Le 20 novembre, il est désigné avec le commissaire à l’Intérieur, Petrovski, pour prendre en main la commission chargée de convoquer l’Assemblée constituante. Les élections, commencées le 12 novembre, s’achèvent. 41 millions d’électeurs, soit près de 80 % du corps électoral, ont voté. Les bolcheviks recueillent 24,5 % des voix, les socialistes-révolutionnaires de toutes nuances 48,5 %, les mencheviks 4,5 %, dont la moitié en Géorgie, les Cadets 4,7 %. Le reste des suffrages se répartit entre divers groupements socialistes et/ou nationalistes. Plus de 80 % des suffrages exprimés, dans un pays paysan, se sont donc portés sur des partis « socialistes » déclarés, et moins de 8 % sur les partis conservateurs et libéraux. Les bolcheviks, majoritaires dans les grandes villes, sont minoritaires dans l’ensemble du pays (sauf en Lettonie, où ils recueillent 72 % des voix) ; les SR sont largement majoritaires à la campagne. Tout de suite, les passions s’exacerbent. C’est ainsi que les membres de la commission électorale, désignés avant le 26 octobre, refusent de coopérer avec Staline et Petrovski, et que ces derniers, le 23 novembre, débarquent à son siège, lui réclament, en vain, ses documents et, devant son refus, arrêtent ses membres.

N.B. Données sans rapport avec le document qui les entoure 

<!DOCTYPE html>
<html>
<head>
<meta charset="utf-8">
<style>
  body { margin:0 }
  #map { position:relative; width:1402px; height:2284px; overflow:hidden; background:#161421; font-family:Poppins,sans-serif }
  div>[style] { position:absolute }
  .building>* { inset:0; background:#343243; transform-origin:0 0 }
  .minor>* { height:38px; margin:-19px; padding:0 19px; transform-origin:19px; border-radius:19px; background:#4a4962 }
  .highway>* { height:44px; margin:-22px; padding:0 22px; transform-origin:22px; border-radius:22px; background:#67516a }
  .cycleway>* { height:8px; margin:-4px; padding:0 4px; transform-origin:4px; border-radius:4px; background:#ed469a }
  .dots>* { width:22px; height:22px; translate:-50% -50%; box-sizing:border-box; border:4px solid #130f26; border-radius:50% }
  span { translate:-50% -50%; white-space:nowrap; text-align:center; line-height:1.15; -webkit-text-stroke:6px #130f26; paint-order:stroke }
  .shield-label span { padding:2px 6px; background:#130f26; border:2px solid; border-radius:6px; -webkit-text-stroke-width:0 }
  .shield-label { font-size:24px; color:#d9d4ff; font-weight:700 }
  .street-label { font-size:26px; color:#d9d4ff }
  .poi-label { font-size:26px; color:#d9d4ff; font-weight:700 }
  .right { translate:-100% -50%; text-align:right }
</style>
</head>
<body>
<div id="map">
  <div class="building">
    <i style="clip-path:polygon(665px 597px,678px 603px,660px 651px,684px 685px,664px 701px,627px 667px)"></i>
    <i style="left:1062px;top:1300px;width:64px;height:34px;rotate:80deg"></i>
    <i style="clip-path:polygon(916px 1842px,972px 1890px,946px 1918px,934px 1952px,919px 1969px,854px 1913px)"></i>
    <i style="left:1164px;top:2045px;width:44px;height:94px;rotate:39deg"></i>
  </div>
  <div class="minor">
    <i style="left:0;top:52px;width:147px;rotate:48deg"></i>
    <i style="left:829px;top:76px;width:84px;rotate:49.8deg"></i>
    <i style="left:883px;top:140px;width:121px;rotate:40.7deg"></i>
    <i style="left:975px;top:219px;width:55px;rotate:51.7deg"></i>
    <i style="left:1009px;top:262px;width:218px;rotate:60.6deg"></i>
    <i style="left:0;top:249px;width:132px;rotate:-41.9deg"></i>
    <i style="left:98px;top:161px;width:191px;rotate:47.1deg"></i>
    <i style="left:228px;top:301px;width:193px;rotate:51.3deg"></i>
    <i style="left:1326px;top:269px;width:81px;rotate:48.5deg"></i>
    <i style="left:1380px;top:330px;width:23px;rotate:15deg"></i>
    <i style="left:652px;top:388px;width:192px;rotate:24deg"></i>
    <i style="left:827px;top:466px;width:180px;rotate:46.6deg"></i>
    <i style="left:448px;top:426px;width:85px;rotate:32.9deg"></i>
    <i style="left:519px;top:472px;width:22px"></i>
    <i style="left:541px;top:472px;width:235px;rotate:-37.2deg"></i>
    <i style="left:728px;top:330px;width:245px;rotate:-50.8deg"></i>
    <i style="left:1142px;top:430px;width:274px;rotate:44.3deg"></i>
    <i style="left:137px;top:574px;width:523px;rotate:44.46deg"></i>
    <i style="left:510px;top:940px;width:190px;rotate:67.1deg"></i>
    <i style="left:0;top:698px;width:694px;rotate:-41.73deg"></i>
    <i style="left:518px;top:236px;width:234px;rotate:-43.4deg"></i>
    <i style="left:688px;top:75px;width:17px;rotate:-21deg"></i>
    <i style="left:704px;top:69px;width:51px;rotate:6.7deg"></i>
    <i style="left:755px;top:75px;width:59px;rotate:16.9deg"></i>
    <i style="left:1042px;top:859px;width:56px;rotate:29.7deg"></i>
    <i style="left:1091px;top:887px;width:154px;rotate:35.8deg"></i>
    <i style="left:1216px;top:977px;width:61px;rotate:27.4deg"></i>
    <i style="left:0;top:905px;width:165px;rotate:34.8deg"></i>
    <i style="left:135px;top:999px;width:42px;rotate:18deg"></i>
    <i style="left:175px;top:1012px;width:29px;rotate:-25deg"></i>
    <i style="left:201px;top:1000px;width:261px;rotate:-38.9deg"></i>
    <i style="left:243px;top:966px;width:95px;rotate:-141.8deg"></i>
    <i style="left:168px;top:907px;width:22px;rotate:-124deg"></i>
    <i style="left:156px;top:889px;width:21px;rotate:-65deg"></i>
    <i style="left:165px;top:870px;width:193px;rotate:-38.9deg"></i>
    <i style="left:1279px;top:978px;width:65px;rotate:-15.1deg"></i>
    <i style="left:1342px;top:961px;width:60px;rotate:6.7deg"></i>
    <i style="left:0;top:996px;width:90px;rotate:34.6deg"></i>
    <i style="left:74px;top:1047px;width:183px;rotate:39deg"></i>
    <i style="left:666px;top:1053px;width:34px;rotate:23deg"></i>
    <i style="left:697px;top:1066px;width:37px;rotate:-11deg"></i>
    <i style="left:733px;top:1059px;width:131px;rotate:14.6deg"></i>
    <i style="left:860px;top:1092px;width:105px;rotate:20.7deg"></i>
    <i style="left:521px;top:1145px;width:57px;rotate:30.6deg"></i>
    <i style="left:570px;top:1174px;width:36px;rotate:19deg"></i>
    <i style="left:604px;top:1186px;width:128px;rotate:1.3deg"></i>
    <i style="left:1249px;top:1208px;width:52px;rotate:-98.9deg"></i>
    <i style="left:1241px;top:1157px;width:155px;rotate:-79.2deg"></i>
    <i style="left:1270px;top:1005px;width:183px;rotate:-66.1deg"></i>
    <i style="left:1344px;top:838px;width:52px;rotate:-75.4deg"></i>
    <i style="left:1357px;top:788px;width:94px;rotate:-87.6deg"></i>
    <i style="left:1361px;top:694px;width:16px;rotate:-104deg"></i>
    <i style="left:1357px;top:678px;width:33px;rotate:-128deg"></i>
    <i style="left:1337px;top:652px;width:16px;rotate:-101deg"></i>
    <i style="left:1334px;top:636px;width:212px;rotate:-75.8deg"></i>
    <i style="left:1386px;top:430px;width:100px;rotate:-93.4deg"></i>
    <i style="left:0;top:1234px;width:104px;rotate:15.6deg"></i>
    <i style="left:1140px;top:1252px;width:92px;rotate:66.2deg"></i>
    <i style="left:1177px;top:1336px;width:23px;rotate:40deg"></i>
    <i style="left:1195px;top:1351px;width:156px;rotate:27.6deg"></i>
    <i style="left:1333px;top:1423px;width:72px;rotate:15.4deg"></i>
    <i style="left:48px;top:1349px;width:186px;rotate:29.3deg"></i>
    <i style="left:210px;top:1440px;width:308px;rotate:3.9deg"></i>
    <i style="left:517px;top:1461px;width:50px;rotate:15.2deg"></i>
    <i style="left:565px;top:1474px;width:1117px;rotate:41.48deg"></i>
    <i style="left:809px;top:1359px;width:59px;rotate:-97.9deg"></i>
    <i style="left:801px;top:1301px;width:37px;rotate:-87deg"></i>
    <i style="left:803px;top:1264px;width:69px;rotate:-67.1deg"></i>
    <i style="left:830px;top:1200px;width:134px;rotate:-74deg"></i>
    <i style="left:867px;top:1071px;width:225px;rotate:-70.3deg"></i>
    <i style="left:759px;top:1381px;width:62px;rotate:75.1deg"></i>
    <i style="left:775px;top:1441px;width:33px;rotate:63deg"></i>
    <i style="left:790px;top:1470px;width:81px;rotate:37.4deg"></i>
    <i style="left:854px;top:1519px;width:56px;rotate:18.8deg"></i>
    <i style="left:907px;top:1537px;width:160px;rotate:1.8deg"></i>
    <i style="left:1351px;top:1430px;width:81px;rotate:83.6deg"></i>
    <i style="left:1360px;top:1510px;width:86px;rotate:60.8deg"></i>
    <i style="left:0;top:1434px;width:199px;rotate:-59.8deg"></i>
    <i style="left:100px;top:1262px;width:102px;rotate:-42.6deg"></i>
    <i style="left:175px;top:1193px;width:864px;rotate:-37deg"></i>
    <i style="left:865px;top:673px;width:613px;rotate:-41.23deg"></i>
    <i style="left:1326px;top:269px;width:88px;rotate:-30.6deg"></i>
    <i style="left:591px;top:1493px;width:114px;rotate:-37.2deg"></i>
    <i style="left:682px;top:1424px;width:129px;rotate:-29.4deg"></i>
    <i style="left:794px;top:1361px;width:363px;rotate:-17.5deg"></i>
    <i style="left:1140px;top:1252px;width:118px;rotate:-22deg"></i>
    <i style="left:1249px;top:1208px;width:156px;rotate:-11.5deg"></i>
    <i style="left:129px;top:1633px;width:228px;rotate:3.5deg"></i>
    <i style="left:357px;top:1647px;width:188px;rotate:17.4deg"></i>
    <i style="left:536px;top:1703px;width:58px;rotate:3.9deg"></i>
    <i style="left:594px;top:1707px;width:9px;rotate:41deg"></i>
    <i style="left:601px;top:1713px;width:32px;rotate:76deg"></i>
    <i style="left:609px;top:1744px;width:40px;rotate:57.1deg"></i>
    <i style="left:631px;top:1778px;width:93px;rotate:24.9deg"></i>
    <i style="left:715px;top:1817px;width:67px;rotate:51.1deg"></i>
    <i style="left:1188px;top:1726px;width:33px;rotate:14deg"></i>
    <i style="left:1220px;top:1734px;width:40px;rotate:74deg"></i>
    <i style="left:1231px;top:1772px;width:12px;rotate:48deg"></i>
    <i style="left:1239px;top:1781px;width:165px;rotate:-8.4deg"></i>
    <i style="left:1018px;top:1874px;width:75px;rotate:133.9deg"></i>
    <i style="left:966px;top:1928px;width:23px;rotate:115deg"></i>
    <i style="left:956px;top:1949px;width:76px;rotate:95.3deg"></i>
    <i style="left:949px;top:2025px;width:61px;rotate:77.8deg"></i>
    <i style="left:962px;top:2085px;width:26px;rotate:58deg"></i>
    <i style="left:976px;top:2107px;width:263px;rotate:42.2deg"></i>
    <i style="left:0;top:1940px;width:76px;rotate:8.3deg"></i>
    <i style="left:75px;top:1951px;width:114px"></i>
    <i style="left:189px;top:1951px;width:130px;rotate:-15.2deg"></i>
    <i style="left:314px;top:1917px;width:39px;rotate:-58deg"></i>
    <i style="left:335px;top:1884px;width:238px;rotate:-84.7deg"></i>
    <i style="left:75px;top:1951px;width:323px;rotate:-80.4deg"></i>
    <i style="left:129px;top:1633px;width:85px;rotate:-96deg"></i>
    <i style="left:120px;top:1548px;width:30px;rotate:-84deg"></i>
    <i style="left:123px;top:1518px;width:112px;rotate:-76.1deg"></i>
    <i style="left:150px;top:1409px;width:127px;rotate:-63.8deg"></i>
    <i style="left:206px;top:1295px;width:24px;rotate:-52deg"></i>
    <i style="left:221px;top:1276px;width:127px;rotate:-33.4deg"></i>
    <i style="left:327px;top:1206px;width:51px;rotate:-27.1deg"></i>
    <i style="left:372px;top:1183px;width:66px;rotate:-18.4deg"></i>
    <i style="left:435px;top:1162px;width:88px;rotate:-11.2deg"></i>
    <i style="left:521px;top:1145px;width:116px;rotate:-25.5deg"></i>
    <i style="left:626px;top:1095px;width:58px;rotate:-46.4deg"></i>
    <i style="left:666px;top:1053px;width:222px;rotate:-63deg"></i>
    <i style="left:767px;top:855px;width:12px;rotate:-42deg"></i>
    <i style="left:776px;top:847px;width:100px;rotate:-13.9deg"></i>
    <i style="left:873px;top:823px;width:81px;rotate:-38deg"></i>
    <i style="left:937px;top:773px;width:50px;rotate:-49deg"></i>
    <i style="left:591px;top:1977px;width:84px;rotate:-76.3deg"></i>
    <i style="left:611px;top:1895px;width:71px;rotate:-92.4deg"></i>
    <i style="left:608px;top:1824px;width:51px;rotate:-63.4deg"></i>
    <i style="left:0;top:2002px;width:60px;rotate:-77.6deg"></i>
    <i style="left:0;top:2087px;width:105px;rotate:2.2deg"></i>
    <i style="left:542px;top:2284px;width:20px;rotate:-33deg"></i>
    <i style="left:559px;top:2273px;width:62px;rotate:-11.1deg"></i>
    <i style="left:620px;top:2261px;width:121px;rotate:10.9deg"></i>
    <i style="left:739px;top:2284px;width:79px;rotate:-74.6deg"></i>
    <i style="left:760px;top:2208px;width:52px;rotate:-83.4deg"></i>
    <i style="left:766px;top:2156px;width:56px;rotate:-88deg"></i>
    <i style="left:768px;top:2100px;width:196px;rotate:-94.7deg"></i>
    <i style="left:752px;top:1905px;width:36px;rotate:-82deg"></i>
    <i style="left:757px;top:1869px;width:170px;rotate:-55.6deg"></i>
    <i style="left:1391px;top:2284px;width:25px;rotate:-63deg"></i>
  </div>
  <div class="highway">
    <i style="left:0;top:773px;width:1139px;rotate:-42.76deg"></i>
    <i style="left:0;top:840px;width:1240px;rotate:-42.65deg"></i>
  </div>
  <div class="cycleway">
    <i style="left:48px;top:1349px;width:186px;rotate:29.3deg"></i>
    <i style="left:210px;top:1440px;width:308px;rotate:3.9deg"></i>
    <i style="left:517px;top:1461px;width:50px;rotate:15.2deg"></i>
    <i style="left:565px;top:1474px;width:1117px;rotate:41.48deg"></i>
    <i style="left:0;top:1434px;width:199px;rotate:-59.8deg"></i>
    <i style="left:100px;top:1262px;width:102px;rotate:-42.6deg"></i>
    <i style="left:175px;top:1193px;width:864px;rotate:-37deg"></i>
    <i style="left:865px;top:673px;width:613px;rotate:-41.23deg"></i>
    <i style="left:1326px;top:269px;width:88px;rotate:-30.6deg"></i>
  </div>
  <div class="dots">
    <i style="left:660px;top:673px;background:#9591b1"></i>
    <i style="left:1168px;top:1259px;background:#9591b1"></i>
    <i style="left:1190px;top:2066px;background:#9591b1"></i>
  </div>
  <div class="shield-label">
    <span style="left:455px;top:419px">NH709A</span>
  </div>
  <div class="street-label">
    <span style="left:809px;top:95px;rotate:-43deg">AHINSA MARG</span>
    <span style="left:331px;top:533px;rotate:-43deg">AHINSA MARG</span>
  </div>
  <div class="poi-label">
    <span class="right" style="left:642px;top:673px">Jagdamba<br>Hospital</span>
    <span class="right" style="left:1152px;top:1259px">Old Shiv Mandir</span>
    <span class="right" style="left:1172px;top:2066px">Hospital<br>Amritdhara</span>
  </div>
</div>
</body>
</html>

Alors que les SR de gauche, exclus du parti SR le 26 octobre, s’associent aux bolcheviks et occupent fin novembre les commissariats à l’Agriculture, à la Justice et à l’Intérieur, la contre-révolution s’organise peu à peu. Dans le sud de la Russie, les généraux Kornilov, Alexeiev et Denikine s’allient au parti cadet. Le gouvernement décrète, le 28 novembre, les dirigeants de ce parti passibles d’arrestation, puis interdit celui-ci, ainsi que ses organes de presse ; au début de novembre, les trois généraux constituent l’Armée des volontaires, une petite troupe d’officiers de 3 000 à 4 000 hommes qui comporte un simple soldat pour cinquante officiers supérieurs, et n’est donc encore guère dangereuse, même si la poétesse Marina Tsvetaieva exalte « les gardes blancs, clous noirs/Dans les côtes de l’Antéchrist ».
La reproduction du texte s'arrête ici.